The word "minor" may appear in the records below. Report how many lines contain it, and write nothing besides the number.
START RECORDS SHOWN
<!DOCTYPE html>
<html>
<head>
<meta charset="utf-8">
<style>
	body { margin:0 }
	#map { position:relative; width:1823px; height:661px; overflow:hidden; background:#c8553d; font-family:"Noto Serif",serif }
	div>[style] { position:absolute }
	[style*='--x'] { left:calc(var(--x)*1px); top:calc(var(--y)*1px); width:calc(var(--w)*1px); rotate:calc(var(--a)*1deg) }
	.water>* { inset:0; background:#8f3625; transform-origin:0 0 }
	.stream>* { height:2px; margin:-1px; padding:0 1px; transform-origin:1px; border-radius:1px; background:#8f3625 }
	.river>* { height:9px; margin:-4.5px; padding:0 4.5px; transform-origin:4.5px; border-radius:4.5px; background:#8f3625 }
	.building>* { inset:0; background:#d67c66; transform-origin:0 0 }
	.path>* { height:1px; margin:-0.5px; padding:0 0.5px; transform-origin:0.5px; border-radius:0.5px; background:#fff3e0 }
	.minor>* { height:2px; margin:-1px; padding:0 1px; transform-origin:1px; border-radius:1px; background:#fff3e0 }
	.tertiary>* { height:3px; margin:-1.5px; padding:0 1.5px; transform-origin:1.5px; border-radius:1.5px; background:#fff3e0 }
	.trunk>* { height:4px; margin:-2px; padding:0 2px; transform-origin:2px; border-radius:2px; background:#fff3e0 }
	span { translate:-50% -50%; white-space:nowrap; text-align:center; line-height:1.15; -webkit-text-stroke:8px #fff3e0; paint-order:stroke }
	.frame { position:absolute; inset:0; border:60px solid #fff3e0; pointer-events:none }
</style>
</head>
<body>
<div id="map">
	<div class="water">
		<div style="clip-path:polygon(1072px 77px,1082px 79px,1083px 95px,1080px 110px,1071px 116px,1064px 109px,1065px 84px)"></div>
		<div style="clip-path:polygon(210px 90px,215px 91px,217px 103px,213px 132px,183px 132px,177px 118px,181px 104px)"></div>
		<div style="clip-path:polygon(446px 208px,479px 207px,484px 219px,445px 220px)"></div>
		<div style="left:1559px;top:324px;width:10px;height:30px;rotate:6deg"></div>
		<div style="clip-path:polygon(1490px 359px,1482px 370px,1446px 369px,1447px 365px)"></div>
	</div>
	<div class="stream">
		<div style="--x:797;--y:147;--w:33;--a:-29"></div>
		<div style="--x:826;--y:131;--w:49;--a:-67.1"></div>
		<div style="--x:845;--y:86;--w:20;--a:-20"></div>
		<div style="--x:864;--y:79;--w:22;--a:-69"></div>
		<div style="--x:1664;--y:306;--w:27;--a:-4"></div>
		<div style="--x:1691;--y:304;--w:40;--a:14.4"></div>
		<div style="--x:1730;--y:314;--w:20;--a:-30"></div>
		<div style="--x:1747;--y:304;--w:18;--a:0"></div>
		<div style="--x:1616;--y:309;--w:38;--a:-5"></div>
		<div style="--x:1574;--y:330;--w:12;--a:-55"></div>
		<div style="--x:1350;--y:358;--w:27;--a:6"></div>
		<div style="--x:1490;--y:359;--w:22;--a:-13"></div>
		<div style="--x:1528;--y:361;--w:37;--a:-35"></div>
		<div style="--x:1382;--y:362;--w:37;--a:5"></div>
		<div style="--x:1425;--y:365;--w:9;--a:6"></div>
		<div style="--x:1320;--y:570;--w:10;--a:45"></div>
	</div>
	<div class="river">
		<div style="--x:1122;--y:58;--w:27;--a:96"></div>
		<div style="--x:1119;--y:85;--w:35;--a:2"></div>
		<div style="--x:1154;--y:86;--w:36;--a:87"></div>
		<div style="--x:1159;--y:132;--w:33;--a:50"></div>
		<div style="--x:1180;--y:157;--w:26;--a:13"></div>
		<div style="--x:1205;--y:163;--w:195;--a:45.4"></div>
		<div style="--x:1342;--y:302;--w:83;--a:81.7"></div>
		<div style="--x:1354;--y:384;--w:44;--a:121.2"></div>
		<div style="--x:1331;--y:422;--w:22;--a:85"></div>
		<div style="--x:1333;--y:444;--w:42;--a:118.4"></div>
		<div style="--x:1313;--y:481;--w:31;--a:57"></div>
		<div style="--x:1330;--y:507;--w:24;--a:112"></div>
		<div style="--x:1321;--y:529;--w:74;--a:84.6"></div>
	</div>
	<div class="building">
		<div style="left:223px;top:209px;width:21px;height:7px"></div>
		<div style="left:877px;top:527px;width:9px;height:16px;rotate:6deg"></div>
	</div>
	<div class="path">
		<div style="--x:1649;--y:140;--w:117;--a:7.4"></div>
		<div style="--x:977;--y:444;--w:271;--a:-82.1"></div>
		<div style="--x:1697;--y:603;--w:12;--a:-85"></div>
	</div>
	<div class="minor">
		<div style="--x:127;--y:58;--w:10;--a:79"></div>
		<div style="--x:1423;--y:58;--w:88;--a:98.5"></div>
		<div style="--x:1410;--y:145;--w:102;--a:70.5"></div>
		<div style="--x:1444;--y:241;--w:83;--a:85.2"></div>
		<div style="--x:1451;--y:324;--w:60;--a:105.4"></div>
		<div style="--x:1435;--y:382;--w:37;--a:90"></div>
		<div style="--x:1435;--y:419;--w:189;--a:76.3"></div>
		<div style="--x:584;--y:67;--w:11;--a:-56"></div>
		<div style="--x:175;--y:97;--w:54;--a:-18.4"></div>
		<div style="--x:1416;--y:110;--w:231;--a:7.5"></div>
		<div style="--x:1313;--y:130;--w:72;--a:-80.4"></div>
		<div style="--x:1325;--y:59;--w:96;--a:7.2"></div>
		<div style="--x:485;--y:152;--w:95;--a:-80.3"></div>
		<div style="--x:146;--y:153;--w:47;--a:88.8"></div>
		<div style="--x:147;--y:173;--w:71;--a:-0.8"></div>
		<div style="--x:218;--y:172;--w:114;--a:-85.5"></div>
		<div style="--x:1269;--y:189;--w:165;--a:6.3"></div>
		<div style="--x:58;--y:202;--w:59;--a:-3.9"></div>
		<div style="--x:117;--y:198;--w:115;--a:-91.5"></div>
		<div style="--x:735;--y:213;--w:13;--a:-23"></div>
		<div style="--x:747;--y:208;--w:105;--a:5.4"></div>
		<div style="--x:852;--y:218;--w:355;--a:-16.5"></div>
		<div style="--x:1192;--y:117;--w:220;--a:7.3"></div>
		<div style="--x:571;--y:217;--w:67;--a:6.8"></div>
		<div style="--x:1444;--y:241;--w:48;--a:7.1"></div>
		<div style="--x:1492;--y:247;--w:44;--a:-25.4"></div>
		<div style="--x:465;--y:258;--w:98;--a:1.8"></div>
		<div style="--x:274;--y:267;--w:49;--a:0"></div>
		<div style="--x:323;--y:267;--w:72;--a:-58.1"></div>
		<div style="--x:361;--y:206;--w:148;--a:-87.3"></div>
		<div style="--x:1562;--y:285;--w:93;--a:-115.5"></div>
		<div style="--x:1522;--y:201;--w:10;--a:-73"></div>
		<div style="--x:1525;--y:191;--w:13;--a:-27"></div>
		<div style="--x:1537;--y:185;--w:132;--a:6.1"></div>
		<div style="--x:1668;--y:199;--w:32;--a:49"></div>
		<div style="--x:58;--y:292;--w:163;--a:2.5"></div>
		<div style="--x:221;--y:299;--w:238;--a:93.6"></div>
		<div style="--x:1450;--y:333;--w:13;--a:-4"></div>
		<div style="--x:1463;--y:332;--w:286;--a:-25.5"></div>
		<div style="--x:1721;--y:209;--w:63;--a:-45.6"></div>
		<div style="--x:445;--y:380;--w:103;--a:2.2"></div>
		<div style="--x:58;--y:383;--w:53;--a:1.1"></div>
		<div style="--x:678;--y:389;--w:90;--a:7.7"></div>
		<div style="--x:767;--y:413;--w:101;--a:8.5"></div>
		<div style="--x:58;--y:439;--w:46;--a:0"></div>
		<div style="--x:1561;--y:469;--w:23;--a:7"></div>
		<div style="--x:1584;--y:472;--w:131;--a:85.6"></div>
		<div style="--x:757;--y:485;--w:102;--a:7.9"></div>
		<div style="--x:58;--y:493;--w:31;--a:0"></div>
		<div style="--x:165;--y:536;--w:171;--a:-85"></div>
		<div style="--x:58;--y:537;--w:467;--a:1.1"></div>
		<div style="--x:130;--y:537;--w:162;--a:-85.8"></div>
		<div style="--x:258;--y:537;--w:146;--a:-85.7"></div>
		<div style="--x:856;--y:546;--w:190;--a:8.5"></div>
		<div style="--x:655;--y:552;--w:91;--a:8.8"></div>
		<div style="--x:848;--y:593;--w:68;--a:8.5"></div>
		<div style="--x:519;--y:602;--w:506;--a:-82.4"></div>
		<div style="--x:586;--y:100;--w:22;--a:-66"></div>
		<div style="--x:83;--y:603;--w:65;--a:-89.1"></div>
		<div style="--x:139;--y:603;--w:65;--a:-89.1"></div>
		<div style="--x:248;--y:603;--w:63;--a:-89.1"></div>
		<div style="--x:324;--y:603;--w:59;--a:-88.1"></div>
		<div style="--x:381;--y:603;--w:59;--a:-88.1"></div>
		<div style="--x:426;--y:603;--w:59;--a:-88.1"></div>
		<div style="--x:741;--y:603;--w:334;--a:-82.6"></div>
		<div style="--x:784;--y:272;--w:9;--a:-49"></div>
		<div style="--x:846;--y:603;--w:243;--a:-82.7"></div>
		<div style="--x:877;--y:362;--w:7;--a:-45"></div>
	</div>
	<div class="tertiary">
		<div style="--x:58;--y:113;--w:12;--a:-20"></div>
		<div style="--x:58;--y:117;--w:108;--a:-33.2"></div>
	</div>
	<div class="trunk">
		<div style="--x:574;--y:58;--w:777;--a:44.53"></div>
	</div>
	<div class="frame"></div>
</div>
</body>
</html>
END RECORDS SHOWN
● **ANSWER AREA**:
2